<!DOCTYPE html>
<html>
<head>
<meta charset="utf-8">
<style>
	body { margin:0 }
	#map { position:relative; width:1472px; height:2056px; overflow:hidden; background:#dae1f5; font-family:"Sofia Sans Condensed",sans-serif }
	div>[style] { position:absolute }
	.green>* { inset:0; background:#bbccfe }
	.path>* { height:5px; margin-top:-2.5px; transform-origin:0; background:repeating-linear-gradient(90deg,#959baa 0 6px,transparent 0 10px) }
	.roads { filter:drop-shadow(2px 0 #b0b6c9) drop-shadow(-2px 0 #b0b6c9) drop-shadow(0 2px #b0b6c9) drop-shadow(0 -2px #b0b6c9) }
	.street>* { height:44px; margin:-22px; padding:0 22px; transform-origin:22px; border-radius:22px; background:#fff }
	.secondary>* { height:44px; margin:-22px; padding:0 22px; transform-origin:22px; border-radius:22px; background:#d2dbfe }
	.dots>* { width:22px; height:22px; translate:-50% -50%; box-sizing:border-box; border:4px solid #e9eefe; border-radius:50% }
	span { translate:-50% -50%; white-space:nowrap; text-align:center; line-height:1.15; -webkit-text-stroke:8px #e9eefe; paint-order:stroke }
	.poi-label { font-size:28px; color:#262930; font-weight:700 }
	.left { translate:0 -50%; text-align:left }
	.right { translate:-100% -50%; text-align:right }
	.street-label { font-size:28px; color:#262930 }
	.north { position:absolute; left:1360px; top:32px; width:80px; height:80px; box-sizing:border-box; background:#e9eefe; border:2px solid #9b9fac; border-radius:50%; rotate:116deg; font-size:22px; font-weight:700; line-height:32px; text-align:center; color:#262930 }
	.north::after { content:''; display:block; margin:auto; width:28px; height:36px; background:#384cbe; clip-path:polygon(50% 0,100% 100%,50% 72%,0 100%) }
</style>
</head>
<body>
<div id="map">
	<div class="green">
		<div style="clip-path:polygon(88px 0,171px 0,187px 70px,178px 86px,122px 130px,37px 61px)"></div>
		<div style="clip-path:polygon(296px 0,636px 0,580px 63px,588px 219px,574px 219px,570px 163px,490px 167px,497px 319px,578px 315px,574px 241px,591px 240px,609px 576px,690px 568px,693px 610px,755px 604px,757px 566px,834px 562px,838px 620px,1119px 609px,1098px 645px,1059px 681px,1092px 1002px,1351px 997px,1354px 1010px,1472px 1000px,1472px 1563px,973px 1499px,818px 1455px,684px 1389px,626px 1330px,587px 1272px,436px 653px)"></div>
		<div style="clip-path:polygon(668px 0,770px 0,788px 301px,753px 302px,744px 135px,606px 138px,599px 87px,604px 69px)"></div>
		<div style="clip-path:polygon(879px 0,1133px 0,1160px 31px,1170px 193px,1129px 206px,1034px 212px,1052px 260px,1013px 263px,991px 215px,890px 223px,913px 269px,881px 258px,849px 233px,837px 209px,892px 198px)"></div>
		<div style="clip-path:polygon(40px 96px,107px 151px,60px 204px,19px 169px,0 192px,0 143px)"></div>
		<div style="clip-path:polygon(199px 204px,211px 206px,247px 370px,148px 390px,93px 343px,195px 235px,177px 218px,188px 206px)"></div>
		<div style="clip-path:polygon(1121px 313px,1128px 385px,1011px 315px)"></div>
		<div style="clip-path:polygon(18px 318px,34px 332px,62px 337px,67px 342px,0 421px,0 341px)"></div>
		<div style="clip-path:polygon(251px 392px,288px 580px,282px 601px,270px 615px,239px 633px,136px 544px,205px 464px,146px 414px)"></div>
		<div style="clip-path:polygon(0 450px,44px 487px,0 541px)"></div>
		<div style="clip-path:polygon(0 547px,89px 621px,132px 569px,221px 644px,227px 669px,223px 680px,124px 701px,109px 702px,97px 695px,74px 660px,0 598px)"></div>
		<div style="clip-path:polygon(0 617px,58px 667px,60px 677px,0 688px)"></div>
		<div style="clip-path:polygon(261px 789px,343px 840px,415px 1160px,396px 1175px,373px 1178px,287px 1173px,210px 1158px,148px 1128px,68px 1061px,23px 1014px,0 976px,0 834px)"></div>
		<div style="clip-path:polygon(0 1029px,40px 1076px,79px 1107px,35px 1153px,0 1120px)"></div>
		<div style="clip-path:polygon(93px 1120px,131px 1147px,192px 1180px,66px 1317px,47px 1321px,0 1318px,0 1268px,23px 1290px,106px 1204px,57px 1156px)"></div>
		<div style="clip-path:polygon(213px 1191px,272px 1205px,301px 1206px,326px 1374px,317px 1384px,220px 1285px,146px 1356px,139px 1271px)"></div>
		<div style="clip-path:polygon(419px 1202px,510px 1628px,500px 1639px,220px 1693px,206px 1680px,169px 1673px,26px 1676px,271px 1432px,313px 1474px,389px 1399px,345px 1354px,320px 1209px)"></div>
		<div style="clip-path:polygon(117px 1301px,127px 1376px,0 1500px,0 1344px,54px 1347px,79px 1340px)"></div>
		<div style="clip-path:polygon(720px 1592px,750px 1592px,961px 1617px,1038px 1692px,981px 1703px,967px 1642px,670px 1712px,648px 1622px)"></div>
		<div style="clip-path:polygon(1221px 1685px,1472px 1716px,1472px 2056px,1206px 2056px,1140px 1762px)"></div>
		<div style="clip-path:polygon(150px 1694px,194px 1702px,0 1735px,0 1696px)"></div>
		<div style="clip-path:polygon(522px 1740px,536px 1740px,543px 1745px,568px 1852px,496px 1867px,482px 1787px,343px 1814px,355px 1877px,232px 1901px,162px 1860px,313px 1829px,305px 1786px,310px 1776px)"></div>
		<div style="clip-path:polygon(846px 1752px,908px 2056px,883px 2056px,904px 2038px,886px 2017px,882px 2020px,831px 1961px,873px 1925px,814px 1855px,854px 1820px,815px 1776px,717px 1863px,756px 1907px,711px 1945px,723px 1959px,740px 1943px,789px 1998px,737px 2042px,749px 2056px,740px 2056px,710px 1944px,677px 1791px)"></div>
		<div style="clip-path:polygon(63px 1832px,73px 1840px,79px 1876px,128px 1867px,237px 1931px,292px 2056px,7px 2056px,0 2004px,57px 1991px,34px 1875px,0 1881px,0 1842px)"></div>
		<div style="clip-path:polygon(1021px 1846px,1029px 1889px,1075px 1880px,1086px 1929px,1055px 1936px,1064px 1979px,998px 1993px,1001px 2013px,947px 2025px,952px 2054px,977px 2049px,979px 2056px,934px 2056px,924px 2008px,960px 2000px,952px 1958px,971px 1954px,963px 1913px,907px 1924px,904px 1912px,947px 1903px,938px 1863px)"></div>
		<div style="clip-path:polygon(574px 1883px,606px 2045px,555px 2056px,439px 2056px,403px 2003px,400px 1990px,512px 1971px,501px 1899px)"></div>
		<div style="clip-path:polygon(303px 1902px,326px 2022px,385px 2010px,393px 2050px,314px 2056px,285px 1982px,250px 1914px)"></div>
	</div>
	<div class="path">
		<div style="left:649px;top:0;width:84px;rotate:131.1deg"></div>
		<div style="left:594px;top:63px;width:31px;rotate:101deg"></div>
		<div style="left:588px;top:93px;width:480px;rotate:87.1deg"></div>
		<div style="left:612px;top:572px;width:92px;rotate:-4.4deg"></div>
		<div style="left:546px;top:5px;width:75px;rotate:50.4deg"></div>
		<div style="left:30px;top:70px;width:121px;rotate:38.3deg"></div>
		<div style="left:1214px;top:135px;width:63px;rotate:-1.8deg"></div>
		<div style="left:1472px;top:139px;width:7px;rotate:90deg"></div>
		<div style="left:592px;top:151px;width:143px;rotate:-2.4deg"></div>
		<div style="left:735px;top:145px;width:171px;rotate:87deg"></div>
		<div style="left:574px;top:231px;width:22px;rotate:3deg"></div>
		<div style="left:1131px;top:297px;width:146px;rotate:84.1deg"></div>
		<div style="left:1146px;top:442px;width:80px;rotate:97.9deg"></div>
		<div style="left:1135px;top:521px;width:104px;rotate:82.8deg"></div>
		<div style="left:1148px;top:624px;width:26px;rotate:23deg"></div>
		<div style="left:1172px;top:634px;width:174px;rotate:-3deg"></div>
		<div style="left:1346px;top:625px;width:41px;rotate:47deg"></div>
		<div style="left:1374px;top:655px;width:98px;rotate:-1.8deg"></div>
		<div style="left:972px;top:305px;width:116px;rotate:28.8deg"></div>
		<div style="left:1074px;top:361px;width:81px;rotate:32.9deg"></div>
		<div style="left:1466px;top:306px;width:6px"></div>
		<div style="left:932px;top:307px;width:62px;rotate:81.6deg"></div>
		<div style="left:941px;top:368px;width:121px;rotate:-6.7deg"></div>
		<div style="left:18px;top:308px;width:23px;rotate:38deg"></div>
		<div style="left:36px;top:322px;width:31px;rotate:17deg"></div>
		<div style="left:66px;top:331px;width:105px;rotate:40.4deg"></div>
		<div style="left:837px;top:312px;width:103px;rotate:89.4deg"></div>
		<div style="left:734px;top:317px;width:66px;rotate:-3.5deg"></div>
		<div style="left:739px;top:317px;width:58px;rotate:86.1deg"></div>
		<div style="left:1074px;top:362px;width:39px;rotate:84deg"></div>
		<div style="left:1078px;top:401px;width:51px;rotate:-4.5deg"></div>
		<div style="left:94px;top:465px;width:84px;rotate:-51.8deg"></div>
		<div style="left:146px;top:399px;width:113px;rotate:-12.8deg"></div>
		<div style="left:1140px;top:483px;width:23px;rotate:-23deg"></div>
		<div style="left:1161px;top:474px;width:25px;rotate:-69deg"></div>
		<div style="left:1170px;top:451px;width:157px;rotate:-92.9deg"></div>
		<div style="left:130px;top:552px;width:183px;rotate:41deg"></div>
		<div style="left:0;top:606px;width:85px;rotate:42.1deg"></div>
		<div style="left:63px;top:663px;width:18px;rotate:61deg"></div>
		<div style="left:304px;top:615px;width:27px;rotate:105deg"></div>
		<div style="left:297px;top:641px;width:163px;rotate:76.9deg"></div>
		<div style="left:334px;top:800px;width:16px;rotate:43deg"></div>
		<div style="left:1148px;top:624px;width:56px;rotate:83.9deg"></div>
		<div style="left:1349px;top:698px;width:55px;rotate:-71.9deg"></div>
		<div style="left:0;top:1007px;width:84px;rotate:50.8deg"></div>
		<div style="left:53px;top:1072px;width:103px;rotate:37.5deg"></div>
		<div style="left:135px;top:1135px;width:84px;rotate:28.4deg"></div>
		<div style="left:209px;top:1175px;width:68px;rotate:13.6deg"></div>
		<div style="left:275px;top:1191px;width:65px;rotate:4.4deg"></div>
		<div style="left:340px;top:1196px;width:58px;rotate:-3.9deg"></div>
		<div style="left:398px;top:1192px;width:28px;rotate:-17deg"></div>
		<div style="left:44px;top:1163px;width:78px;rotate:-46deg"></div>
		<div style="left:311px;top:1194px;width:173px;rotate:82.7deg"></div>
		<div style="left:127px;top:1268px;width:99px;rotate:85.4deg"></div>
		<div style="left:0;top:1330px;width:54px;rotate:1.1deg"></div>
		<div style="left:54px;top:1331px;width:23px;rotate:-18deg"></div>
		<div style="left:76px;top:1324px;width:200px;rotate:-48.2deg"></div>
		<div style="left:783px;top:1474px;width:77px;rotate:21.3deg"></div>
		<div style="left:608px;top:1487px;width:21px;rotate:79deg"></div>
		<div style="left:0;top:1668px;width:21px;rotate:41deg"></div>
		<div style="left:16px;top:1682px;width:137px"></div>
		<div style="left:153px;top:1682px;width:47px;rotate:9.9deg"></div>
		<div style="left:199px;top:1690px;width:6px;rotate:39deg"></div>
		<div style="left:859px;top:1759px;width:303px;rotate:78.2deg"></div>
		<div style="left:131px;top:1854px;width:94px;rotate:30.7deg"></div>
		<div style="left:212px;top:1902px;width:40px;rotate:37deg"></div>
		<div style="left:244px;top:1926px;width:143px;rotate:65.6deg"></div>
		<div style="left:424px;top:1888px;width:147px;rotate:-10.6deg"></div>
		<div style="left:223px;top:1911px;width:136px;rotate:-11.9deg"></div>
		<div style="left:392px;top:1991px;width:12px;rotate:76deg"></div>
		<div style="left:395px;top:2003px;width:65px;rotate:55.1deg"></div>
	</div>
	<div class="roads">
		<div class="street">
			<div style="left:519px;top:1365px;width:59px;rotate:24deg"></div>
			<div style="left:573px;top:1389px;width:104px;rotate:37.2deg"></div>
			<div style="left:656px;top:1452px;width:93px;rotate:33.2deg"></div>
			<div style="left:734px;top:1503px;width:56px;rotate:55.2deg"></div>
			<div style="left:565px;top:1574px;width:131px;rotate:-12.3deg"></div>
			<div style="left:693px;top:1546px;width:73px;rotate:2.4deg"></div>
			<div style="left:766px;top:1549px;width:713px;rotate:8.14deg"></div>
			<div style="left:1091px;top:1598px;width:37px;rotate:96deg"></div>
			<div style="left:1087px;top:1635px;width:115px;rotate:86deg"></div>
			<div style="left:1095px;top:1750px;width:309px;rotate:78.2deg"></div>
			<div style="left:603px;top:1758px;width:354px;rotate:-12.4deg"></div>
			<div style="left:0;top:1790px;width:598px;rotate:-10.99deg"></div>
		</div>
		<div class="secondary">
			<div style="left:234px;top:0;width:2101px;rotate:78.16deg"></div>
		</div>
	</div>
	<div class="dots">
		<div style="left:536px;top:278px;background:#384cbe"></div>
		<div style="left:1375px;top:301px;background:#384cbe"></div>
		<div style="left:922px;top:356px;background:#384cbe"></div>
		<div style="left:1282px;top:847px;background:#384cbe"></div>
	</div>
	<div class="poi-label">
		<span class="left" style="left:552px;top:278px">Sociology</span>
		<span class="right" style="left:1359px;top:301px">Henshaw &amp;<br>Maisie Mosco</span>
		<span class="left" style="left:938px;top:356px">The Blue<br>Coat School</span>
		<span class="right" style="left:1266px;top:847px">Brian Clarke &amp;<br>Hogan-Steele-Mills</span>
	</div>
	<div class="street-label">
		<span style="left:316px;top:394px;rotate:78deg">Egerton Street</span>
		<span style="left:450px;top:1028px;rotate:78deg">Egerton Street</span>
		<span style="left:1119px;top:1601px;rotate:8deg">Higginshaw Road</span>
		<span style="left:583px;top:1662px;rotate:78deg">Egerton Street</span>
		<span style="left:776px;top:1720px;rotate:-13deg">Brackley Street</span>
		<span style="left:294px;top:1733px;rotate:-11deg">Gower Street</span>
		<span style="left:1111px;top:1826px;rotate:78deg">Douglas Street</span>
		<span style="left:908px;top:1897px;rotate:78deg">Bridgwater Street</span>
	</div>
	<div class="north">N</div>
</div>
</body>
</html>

[What to work on] Return exactly, please, the lines of the material from the first one down to and including the line where "filter:drop-shadow(2px 0 #b0b6c9)" appears.

[Solution]
<!DOCTYPE html>
<html>
<head>
<meta charset="utf-8">
<style>
	body { margin:0 }
	#map { position:relative; width:1472px; height:2056px; overflow:hidden; background:#dae1f5; font-family:"Sofia Sans Condensed",sans-serif }
	div>[style] { position:absolute }
	.green>* { inset:0; background:#bbccfe }
	.path>* { height:5px; margin-top:-2.5px; transform-origin:0; background:repeating-linear-gradient(90deg,#959baa 0 6px,transparent 0 10px) }
	.roads { filter:drop-shadow(2px 0 #b0b6c9) drop-shadow(-2px 0 #b0b6c9) drop-shadow(0 2px #b0b6c9) drop-shadow(0 -2px #b0b6c9) }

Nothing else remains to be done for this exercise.